Lines from the one containing "I am building" to the end of the entries below must be reproduced exactly, with both end lines kept and no other line added.
--- START ---
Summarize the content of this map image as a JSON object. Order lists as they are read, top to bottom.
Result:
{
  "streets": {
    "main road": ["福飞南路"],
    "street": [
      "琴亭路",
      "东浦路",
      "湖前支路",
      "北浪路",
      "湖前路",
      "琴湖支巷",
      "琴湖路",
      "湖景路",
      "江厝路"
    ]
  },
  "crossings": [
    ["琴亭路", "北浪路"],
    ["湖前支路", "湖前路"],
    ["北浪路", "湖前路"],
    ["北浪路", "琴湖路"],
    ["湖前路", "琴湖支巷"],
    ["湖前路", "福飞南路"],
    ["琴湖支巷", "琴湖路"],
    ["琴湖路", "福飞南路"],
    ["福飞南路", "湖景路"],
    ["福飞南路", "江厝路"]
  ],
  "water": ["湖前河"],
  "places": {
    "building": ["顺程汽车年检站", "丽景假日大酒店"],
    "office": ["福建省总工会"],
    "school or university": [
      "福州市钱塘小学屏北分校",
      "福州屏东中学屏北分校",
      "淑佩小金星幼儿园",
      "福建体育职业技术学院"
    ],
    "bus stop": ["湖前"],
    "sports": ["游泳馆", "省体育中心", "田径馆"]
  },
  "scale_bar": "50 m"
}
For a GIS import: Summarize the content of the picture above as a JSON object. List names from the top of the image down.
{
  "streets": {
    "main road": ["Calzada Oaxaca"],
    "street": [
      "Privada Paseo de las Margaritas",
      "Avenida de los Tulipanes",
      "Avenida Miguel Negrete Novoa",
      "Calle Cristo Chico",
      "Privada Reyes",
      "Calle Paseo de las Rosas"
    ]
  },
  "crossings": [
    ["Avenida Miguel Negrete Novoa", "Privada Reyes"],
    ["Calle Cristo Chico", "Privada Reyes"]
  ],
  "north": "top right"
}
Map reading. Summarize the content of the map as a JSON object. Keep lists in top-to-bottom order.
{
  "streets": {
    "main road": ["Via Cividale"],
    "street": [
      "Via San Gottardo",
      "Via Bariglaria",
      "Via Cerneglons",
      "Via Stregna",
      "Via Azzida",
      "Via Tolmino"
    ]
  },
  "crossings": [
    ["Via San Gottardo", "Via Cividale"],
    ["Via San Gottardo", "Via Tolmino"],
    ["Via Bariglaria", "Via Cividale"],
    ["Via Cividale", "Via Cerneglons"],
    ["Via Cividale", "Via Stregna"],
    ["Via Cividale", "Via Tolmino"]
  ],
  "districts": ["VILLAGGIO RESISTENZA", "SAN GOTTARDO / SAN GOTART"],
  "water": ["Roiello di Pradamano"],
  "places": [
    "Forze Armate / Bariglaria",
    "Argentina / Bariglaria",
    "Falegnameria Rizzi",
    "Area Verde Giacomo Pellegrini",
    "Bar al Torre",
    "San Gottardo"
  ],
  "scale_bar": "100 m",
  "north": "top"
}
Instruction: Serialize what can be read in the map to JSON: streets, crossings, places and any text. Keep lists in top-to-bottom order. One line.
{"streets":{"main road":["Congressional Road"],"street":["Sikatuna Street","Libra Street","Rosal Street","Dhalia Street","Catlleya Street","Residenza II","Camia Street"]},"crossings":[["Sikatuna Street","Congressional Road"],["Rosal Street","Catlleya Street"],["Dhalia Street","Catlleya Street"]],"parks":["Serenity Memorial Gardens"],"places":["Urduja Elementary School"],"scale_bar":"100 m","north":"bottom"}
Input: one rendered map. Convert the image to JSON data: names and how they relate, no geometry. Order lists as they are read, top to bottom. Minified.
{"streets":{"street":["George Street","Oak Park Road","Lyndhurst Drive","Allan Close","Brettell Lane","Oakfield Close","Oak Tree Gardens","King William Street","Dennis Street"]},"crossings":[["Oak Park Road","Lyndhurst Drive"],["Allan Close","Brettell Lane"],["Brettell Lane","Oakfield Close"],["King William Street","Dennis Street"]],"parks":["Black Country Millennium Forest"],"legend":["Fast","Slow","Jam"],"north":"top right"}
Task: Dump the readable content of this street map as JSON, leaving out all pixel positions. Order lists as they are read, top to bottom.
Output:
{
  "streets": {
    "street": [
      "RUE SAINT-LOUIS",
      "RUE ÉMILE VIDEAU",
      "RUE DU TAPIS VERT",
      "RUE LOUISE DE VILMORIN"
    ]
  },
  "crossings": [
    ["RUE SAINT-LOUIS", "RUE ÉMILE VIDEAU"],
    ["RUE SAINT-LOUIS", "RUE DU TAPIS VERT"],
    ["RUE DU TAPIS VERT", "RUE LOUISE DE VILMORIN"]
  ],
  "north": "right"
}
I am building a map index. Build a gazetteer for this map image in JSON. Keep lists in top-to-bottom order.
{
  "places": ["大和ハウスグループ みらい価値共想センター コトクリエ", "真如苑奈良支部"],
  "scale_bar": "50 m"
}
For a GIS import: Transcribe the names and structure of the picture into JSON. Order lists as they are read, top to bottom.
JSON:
--- END ---
Your solution »
I am building a map index. Build a gazetteer for this map image in JSON. Keep lists in top-to-bottom order.
{
  "places": ["大和ハウスグループ みらい価値共想センター コトクリエ", "真如苑奈良支部"],
  "scale_bar": "50 m"
}
For a GIS import: Transcribe the names and structure of the picture into JSON. Order lists as they are read, top to bottom.
JSON:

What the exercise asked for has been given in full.